Configures the 3FS (third-party filesystem) backend.

**Requirements**

* 3FS client library installed
* Filesystem mounted and accessible on the host


#### Configuration Keys

| Key           | Type    | Default  | Description                        |
| ------------- | ------- | -------- | ---------------------------------- |
| `mount_point` | string  | *none*   | Mount point of the 3FS filesystem. |
| `mem_config`  | string  | `"dram"` | Memory configuration mode.         |
| `iopool_size` | integer | `64`     | Size of the I/O pool.              |
| `active`      | boolean |   N/A    | Controls whether this plugin is eligible for backend selection.                                          |

##### `mem_config` Valid Values

| Value     | Description                                         |
| --------- | --------------------------------------------------- |
| `dram`    | Use DRAM for buffering                              |
| `dram_zc` | Use DRAM with zero-copy support                     |
| `auto`    | Automatically select based on platform capabilities |

##### `iopool_size` Constraints

* Valid range: **[2⁶, 2²⁰]**
* Values outside this range may cause initialization failure.

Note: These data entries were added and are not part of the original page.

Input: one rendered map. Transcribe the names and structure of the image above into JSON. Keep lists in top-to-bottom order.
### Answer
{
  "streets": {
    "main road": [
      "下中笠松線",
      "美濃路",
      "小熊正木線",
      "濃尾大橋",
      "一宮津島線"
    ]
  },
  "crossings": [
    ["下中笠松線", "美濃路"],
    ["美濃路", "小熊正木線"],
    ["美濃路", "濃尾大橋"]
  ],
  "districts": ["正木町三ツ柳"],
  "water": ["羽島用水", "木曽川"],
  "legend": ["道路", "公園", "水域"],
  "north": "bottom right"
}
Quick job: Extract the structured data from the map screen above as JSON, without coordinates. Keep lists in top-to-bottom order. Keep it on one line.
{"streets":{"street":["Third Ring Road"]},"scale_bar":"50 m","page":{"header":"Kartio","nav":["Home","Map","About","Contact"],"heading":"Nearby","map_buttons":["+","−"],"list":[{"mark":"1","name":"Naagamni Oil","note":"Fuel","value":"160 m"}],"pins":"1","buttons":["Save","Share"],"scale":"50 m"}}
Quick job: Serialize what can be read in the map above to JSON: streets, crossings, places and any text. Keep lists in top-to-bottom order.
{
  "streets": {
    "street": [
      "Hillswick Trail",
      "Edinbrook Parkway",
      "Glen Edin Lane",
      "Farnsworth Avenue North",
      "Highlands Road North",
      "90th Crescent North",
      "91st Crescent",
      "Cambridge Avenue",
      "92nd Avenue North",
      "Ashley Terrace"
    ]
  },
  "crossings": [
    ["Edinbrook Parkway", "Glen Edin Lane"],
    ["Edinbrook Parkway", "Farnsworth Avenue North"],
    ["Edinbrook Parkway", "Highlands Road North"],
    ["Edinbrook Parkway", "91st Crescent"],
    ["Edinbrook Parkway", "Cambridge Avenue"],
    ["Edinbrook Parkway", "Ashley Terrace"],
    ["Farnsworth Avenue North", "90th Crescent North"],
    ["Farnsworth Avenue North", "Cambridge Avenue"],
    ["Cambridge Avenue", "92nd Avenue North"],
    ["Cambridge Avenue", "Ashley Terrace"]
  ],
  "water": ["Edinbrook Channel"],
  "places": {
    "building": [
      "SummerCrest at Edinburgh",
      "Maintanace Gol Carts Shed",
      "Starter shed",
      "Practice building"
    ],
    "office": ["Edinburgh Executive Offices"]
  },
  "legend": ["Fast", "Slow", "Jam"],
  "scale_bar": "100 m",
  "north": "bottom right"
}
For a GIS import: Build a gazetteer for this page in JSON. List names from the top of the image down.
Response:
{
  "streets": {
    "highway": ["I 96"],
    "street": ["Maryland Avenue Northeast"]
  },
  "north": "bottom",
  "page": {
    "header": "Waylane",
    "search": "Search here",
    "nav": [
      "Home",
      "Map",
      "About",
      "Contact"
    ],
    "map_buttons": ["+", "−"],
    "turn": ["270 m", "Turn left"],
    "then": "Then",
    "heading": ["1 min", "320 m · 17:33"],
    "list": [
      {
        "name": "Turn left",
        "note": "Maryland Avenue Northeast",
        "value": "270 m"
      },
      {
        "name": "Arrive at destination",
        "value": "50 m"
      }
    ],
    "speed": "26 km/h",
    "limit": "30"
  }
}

### 6. Object Storage Backend (`plugin.obj`)

#### Section

```toml
[plugin.obj]
```

#### Description

Configures an object storage backend compatible with S3 APIs (e.g., AWS S3, MinIO, Ceph).


#### Configuration Keys

| Key                      | Type    | Default      | Description                                    |
| ------------------------ | ------- | ------------ | ---------------------------------------------- |
| `num_threads`            | integer | `4`          | Number of client worker threads.               |
| `endpoint_override`      | string  | `""`         | Custom endpoint URL (for non-AWS S3 services). |
| `scheme`                 | string  | `"http"`     | Connection scheme (`http` or `https`).         |
| `region`                 | string  | `""`         | Cloud region (if applicable).                  |
| `req_checksum`           | string  | `"required"` | Request checksum behavior.                     |
| `ca_bundle`              | string  | `""`         | Path to a custom CA bundle.                    |
| `access_key`             | string  | `""`         | Access key credential.                         |
| `secrete_key`            | string  | `""`         | Secret key credential.                         |
| `session_token`          | string  | `""`         | Session token (optional).                      |
| `use_virtual_addressing` | string  | `"true"`     | Enables virtual-hosted-style addressing.       |
| `bucket`                 | string  | `""`         | Default bucket name.                           |
| `active`                 | boolean |      N/A     | Controls whether this plugin is eligible for backend selection.                                          |

##### `req_checksum` Valid Values

| Value       | Description                                    |
| ----------- | ---------------------------------------------- |
| `required`  | Always include a checksum                      |
| `supported` | Include checksum when supported by the backend |


### 7. Notes and Best Practices

* All plugin sections are optional.
* Multiple plugins may be configured in a single file. However, it is recommended that **only one plugin** is configured `active = true`.
* Plugins whose dependencies are unavailable will be skipped.
* Use a TOML configuration file instead of inline JSON for:

  * Multi-plugin setups
  * Production deployments
  * Clear validation and maintainability


## Note

This is v0 of the NIXL connector. Future versions will focus on further performance optimizations such as memory pre-registration (pre-allocating and registering memory buffers to reduce registration overhead during transfers) and block merging (combining related blocks as offsets within the same file to reduce file operations and improve throughput). These optimizations require changes at a higher layer, as the current HiCache API doesn't expose information like block relationships or hash patterns that would enable these optimizations.